Global

Details

  • Industry: Financial Services
  • Type: Regulatory update
  • Date: 5/2/2014

Stress testing for insurers 

On 30 April 2014, the European Insurance and Occupational Pensions Authority (EIOPA) announced the details of an EU-wide stress test for the insurance sector, together with the technical specifications that insurers will need to use both for the stress test and during the preparatory period leading up to Solvency II implementation on 1 January 2016.

The stress test comprises two modules and participation may differ between these.
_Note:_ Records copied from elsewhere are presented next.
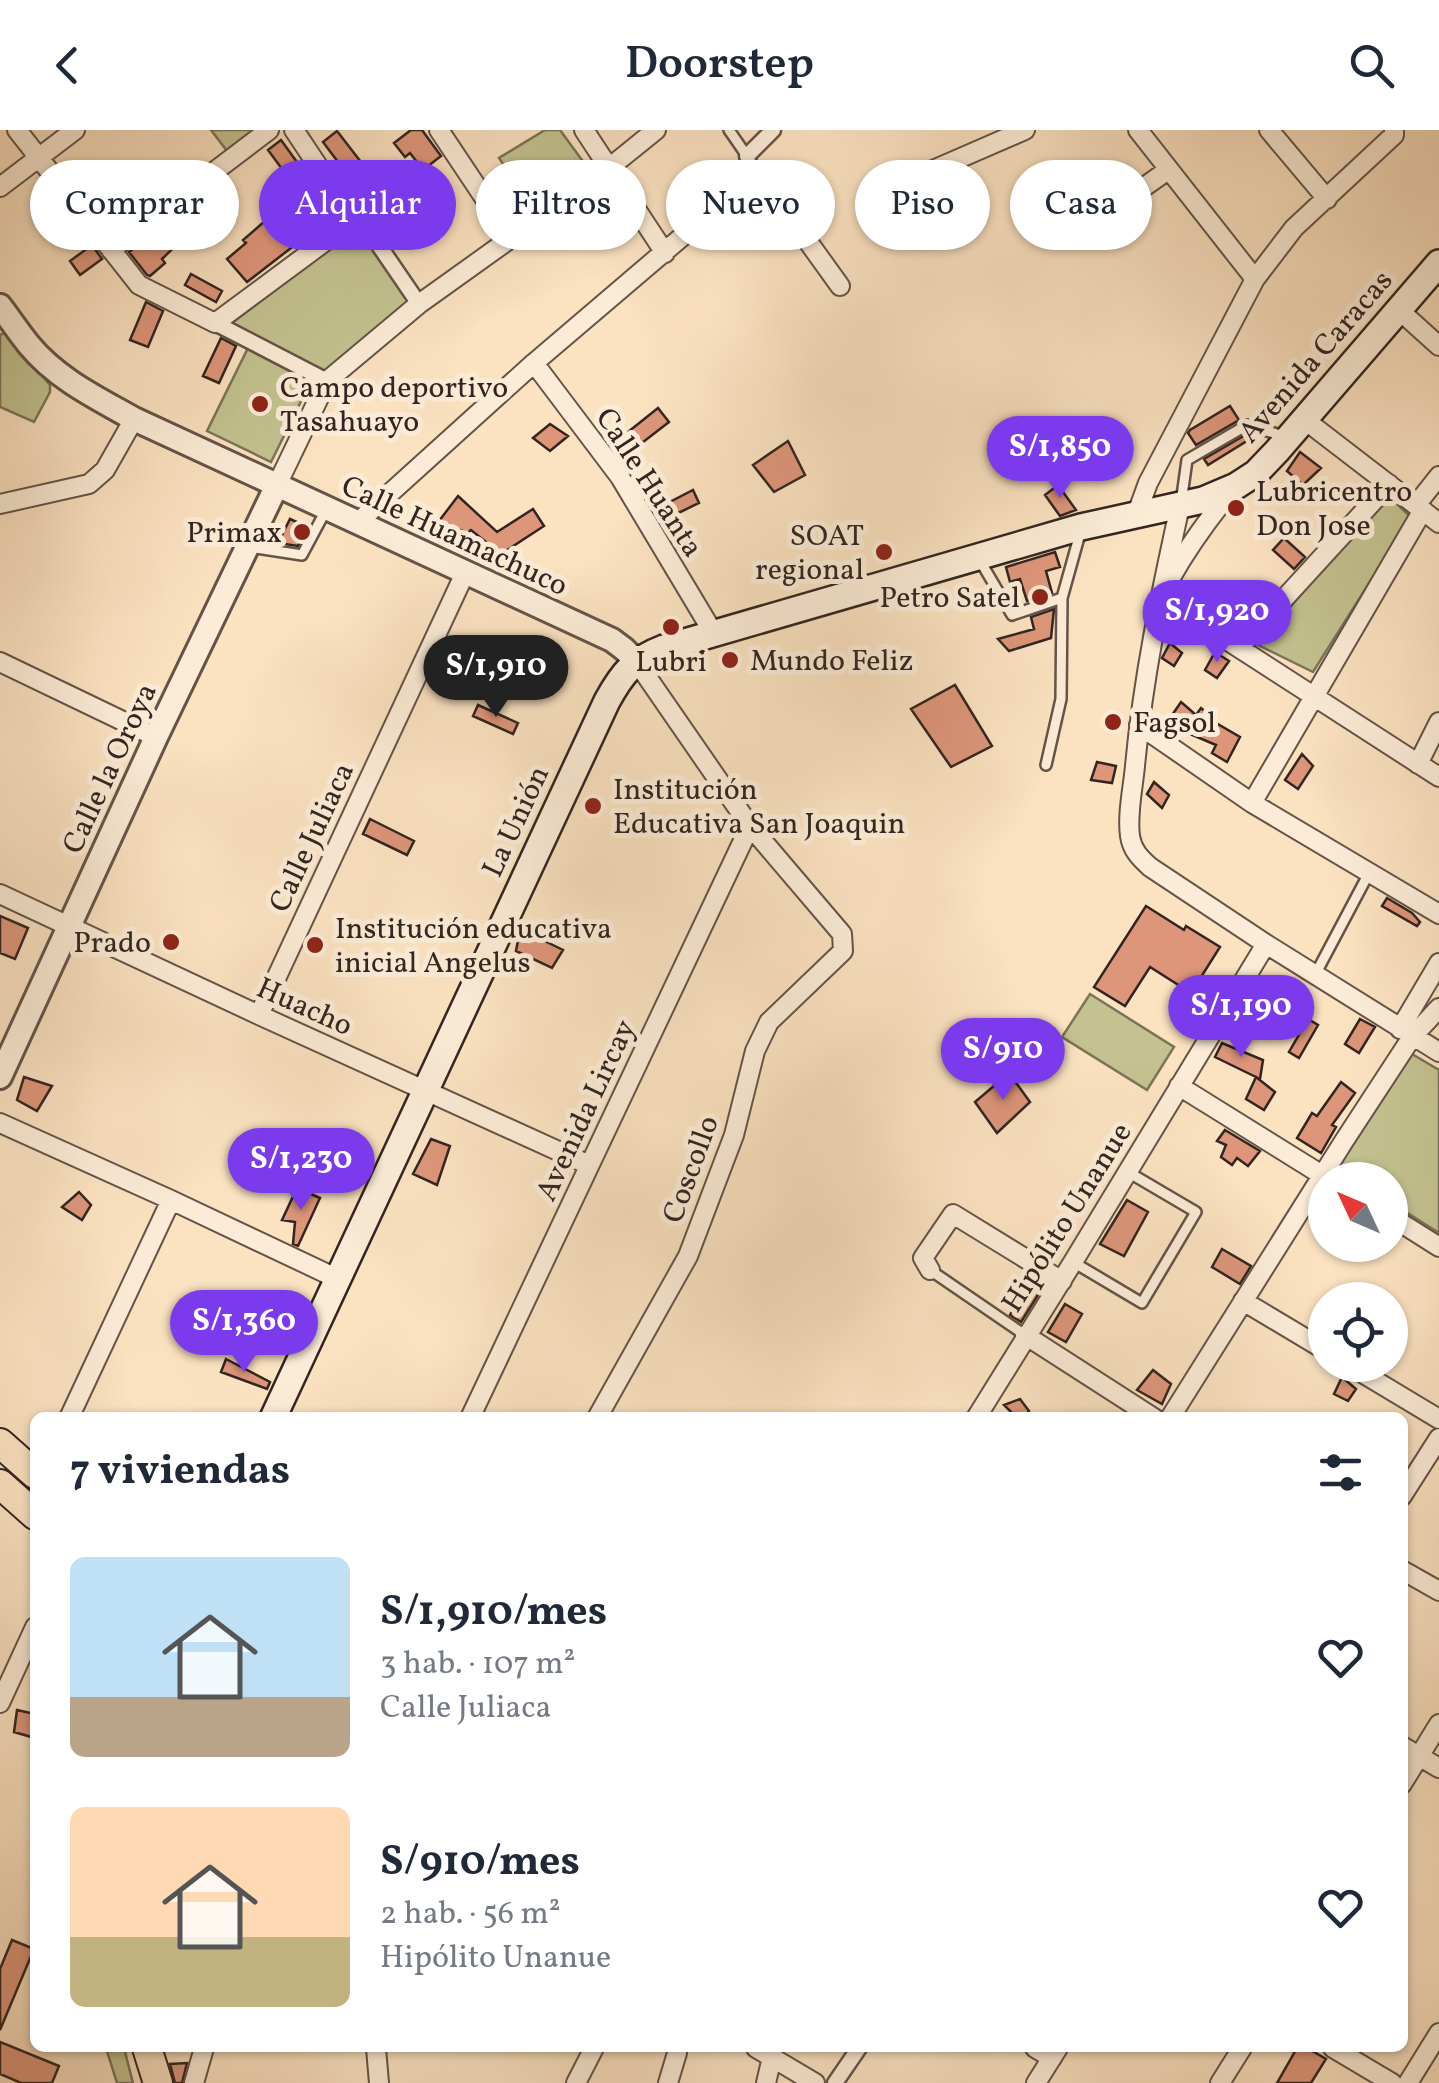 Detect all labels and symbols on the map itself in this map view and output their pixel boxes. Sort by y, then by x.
street label: Avenida Caracas [1229,262,1404,453]
place label: Campo deportivo Tasahuayo [280,368,508,444]
marker: Campo deportivo Tasahuayo [249,393,271,415]
street label: Calle Huanta [584,400,712,566]
pin: S/1,850 [968,416,1152,501]
street label: Calle Huamachuco [334,466,574,608]
place label: Lubricentro Don Jose [1256,472,1412,548]
marker: Lubricentro Don Jose [1225,497,1247,519]
place label: Primax [186,513,282,555]
place label: SOAT regional [755,516,864,592]
marker: Primax [291,521,313,543]
marker: SOAT regional [873,541,895,563]
place label: Petro Satel [879,578,1020,620]
pin: S/1,920 [1125,580,1309,665]
marker: Petro Satel [1029,586,1051,608]
marker: Lubri [660,616,682,638]
pin: S/1,910 [404,635,588,720]
place label: Mundo Feliz [750,641,914,683]
place label: Lubri [635,642,707,684]
marker: Mundo Feliz [719,649,741,671]
street label: Calle la Oroya [53,677,169,861]
place label: Fagsol [1133,703,1216,745]
marker: Fagsol [1102,711,1124,733]
street label: Calle Juliaca [260,756,366,920]
street label: La Unión [473,759,561,885]
place label: Institución Educativa San Joaquin [613,770,906,846]
marker: Institución Educativa San Joaquin [582,795,604,817]
place label: Institución educativa inicial Angelus [335,909,612,985]
place label: Prado [73,923,151,965]
marker: Prado [160,931,182,953]
marker: Institución educativa inicial Angelus [304,934,326,956]
street label: Huacho [250,968,359,1048]
pin: S/1,190 [1149,975,1333,1060]
street label: Avenida Lircay [526,1013,647,1209]
pin: S/910 [933,1018,1073,1103]
street label: Coscollo [653,1110,731,1229]
street label: Hipólito Unanue [992,1115,1143,1321]
pin: S/1,230 [209,1128,393,1213]
north arrow [1308,1162,1408,1262]
pin: S/1,360 [152,1290,336,1375]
However, in both cases EIOPA intends this stress test to cover the major insurers in each member state.


The stress test comprises:


  • a core stress covering both market-related stresses and independent insurance related shocks, consisting of:
    • two different market-related stress tests, one with a sharp increase in bond yields and other interest rates, and the other with a sharp decline in equity prices; and
    • five insurance-related shocks, ranging from longevity assumptions to catastrophes, each shocked at two different severities; and
  • the impact of a low yield environment, which continues EIOPA’s recent work on the impact of a prolonged period of very low interest rates, with an impact on guaranteed life insurance payments.

The core stress test will apply at the level of the highest insurance group within the European Economic Area (EEA), but the low yield scenarios will be applied to solo insurers only.


Insurance companies will be expected to assess the impact of these adverse scenarios on their eligible own funds under Solvency II, with a recalculation of capital requirements (solvency (SCR) or minimum (MCR) levels) not required. EIOPA and the local NSAs will use the results of the stress tests to define areas for further investigation and to inform supervisory responses.


Consistent with prior years’ stress tests, the results of the stress tests will be published (in November this year) on an aggregate basis, with no firm-by-firm results. This remains in stark contrast to the approach adopted by the European Banking Authority regarding the banking stress test, which was also announced on 30 April.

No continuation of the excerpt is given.